SUPPLIED RECORDS:
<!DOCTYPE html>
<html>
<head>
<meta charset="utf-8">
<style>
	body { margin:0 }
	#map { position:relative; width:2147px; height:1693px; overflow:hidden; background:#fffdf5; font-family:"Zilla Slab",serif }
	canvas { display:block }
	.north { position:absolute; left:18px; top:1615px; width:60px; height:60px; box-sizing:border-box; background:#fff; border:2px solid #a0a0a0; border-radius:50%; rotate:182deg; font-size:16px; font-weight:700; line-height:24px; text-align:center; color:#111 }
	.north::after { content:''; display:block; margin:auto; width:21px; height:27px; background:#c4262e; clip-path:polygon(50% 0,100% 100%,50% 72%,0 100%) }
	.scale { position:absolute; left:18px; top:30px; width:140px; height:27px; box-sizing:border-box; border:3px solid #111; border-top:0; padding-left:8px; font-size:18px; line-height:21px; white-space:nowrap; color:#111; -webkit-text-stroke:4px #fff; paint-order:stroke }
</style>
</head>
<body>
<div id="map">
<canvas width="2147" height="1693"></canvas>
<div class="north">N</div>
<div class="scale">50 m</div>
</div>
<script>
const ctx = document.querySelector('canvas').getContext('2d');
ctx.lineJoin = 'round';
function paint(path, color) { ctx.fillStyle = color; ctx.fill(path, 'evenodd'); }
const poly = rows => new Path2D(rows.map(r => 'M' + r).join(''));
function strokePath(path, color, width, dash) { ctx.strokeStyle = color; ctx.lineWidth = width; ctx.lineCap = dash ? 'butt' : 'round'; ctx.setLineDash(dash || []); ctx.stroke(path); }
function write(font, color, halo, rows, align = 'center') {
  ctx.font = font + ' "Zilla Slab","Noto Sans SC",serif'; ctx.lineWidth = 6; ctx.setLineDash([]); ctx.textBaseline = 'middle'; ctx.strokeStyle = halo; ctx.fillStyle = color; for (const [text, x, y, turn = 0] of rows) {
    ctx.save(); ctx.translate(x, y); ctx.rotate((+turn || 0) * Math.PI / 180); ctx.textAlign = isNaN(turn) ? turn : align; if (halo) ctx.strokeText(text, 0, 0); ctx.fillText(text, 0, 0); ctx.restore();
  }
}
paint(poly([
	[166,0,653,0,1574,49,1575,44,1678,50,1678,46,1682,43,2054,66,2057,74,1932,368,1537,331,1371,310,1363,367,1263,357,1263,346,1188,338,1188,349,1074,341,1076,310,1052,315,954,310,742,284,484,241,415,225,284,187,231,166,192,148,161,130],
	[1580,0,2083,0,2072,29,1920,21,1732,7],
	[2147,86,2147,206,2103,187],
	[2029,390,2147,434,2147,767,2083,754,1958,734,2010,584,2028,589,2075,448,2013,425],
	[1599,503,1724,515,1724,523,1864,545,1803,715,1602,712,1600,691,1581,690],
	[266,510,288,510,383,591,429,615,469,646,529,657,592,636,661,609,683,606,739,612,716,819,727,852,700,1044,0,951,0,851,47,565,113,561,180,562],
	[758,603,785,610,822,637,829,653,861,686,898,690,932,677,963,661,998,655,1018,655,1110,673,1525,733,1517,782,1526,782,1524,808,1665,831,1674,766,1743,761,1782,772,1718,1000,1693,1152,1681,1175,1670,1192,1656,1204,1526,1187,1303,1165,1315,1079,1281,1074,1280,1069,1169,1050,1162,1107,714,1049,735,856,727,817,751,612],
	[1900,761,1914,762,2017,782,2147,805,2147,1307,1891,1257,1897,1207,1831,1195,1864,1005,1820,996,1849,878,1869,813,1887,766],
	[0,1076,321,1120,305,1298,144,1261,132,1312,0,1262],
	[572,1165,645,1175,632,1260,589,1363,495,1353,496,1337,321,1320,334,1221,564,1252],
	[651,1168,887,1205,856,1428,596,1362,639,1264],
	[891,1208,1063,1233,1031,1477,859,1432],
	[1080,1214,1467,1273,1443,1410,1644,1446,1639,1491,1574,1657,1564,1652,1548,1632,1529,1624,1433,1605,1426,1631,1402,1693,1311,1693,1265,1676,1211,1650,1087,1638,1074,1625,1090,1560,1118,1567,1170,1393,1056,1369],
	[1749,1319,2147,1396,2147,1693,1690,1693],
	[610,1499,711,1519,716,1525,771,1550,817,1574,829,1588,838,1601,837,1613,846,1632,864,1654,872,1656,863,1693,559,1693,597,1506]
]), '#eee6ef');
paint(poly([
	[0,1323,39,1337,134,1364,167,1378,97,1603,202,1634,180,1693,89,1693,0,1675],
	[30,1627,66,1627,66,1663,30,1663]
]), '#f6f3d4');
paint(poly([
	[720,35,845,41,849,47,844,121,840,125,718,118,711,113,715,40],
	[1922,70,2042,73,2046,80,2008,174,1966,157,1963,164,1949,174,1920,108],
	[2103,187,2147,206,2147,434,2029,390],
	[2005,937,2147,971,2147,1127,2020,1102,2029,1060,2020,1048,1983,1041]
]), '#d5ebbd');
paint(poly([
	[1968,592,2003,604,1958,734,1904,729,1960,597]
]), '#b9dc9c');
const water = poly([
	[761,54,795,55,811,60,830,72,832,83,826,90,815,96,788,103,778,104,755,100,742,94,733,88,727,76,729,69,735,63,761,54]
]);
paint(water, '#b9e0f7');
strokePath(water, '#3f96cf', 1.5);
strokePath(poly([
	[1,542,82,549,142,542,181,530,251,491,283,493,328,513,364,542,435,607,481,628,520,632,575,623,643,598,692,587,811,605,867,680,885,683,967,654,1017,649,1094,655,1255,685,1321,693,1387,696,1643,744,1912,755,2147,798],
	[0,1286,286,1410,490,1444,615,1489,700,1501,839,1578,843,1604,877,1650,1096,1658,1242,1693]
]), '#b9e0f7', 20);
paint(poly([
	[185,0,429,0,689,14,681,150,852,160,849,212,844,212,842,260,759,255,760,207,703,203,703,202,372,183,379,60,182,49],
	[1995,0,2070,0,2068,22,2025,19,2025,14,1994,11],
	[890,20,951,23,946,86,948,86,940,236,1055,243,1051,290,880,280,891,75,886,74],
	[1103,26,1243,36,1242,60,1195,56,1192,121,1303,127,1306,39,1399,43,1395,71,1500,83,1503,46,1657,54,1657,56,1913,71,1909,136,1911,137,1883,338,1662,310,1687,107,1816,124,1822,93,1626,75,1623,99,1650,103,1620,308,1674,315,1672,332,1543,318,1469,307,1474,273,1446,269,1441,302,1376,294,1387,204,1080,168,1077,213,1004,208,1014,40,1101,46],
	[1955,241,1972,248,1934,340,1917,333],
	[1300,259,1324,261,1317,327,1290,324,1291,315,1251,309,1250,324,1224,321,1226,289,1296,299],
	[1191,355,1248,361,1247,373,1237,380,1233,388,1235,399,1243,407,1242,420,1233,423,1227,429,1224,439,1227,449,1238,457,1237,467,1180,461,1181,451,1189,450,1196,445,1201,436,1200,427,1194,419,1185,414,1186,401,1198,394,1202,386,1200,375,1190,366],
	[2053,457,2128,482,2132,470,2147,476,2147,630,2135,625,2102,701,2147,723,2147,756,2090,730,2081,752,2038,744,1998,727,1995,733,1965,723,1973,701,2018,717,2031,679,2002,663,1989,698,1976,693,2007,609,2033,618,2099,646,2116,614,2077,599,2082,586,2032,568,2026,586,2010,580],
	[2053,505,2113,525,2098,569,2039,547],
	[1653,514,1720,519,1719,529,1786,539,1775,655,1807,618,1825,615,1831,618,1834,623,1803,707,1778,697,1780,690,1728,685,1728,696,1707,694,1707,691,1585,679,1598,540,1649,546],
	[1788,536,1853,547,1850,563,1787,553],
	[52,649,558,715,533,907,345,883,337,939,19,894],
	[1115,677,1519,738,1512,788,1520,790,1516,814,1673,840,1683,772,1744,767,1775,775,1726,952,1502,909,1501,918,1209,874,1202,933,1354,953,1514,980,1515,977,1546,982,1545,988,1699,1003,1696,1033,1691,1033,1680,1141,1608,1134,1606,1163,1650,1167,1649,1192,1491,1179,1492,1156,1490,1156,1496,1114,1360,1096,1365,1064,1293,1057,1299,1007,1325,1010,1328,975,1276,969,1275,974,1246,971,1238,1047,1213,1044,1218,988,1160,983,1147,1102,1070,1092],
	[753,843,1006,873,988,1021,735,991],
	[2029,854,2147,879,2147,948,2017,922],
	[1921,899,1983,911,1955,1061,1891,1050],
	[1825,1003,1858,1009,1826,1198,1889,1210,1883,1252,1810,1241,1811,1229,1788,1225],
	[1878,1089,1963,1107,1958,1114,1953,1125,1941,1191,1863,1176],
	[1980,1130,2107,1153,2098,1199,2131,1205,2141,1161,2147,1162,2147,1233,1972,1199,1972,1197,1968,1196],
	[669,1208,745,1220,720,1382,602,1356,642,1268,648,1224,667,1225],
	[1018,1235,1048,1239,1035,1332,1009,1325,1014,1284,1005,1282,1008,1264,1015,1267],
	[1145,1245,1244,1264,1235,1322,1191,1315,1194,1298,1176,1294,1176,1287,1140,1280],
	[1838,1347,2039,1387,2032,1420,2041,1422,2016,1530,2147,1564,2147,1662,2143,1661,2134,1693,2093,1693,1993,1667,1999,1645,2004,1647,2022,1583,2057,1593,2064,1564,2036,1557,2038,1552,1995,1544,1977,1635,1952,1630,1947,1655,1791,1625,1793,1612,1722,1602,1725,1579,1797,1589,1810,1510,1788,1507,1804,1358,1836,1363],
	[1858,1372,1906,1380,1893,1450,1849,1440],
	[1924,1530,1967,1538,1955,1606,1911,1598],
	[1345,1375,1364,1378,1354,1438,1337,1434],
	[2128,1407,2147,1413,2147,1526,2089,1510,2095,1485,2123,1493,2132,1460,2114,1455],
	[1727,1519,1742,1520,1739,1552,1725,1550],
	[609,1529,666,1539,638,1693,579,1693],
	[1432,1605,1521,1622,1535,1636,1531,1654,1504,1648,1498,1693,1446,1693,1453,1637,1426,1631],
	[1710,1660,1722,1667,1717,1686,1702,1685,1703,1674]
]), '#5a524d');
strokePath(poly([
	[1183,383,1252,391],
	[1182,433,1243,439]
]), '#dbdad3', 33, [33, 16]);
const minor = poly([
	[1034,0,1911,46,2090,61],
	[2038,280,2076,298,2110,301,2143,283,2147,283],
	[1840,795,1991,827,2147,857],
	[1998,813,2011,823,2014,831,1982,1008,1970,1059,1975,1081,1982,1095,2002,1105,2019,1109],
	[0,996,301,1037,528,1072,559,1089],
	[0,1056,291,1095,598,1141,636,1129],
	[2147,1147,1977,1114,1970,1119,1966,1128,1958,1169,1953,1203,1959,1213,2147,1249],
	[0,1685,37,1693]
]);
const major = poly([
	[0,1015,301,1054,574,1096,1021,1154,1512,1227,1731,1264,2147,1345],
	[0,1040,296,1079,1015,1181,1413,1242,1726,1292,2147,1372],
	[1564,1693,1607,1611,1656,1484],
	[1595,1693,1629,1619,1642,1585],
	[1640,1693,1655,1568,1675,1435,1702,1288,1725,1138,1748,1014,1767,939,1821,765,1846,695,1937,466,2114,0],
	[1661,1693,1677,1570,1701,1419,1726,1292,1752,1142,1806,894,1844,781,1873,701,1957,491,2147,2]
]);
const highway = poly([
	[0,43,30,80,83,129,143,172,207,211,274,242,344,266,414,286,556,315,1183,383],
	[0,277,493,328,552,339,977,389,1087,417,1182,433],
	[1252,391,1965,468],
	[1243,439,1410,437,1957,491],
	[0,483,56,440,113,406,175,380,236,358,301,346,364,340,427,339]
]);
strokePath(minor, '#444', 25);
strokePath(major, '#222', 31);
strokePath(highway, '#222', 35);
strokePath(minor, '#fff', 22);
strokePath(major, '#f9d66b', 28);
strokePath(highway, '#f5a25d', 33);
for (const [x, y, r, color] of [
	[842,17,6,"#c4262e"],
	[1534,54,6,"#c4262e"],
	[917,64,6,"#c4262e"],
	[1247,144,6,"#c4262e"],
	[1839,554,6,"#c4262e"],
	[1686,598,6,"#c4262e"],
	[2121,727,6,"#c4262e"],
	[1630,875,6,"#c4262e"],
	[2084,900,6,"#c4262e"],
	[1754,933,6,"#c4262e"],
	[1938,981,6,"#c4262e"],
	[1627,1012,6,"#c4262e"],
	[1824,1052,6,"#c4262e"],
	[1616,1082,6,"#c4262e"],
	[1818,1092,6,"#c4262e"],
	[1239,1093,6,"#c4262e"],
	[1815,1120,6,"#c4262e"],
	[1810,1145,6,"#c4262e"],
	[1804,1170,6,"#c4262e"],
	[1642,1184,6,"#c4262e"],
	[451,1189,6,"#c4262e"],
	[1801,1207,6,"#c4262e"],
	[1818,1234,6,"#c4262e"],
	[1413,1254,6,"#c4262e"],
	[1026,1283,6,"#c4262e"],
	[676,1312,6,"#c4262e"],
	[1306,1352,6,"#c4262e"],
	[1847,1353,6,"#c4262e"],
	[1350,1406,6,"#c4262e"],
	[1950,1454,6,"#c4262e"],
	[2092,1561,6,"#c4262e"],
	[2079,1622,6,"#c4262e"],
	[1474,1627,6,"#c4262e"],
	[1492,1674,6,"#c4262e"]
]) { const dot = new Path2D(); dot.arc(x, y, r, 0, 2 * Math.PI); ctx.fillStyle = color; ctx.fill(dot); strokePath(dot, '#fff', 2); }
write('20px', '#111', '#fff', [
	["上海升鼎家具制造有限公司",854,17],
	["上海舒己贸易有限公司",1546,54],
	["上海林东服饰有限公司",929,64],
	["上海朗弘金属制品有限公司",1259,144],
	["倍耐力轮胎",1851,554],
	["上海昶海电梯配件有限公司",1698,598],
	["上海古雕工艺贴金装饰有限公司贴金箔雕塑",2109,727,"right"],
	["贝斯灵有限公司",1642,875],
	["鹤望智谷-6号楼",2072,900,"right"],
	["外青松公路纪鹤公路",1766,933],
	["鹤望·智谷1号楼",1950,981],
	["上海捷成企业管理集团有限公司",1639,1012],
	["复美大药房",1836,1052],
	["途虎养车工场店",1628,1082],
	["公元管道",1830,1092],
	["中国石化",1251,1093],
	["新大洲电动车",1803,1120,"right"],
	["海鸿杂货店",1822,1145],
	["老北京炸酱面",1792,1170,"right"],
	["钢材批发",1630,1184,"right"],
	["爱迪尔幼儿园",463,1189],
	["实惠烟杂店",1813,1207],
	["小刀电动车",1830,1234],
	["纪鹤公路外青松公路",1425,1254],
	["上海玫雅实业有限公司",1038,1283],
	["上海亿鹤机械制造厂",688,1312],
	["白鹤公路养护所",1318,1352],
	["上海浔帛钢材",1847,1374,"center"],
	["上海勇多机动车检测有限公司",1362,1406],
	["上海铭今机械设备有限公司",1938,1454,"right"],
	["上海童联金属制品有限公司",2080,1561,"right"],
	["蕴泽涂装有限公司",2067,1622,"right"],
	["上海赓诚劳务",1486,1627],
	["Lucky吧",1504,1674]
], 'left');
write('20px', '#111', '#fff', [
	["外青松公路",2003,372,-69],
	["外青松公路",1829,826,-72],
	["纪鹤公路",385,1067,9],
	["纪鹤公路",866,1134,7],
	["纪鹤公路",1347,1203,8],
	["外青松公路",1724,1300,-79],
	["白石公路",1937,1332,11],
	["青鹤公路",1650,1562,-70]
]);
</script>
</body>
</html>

WHAT YOU WILL DO:
All lines from the beginning of the material above through the one with "position:absolute; left:18px; top:1615px;" need to be returned exactly; please return those and only those.

RESULT OF THE EXERCISE:
<!DOCTYPE html>
<html>
<head>
<meta charset="utf-8">
<style>
	body { margin:0 }
	#map { position:relative; width:2147px; height:1693px; overflow:hidden; background:#fffdf5; font-family:"Zilla Slab",serif }
	canvas { display:block }
	.north { position:absolute; left:18px; top:1615px; width:60px; height:60px; box-sizing:border-box; background:#fff; border:2px solid #a0a0a0; border-radius:50%; rotate:182deg; font-size:16px; font-weight:700; line-height:24px; text-align:center; color:#111 }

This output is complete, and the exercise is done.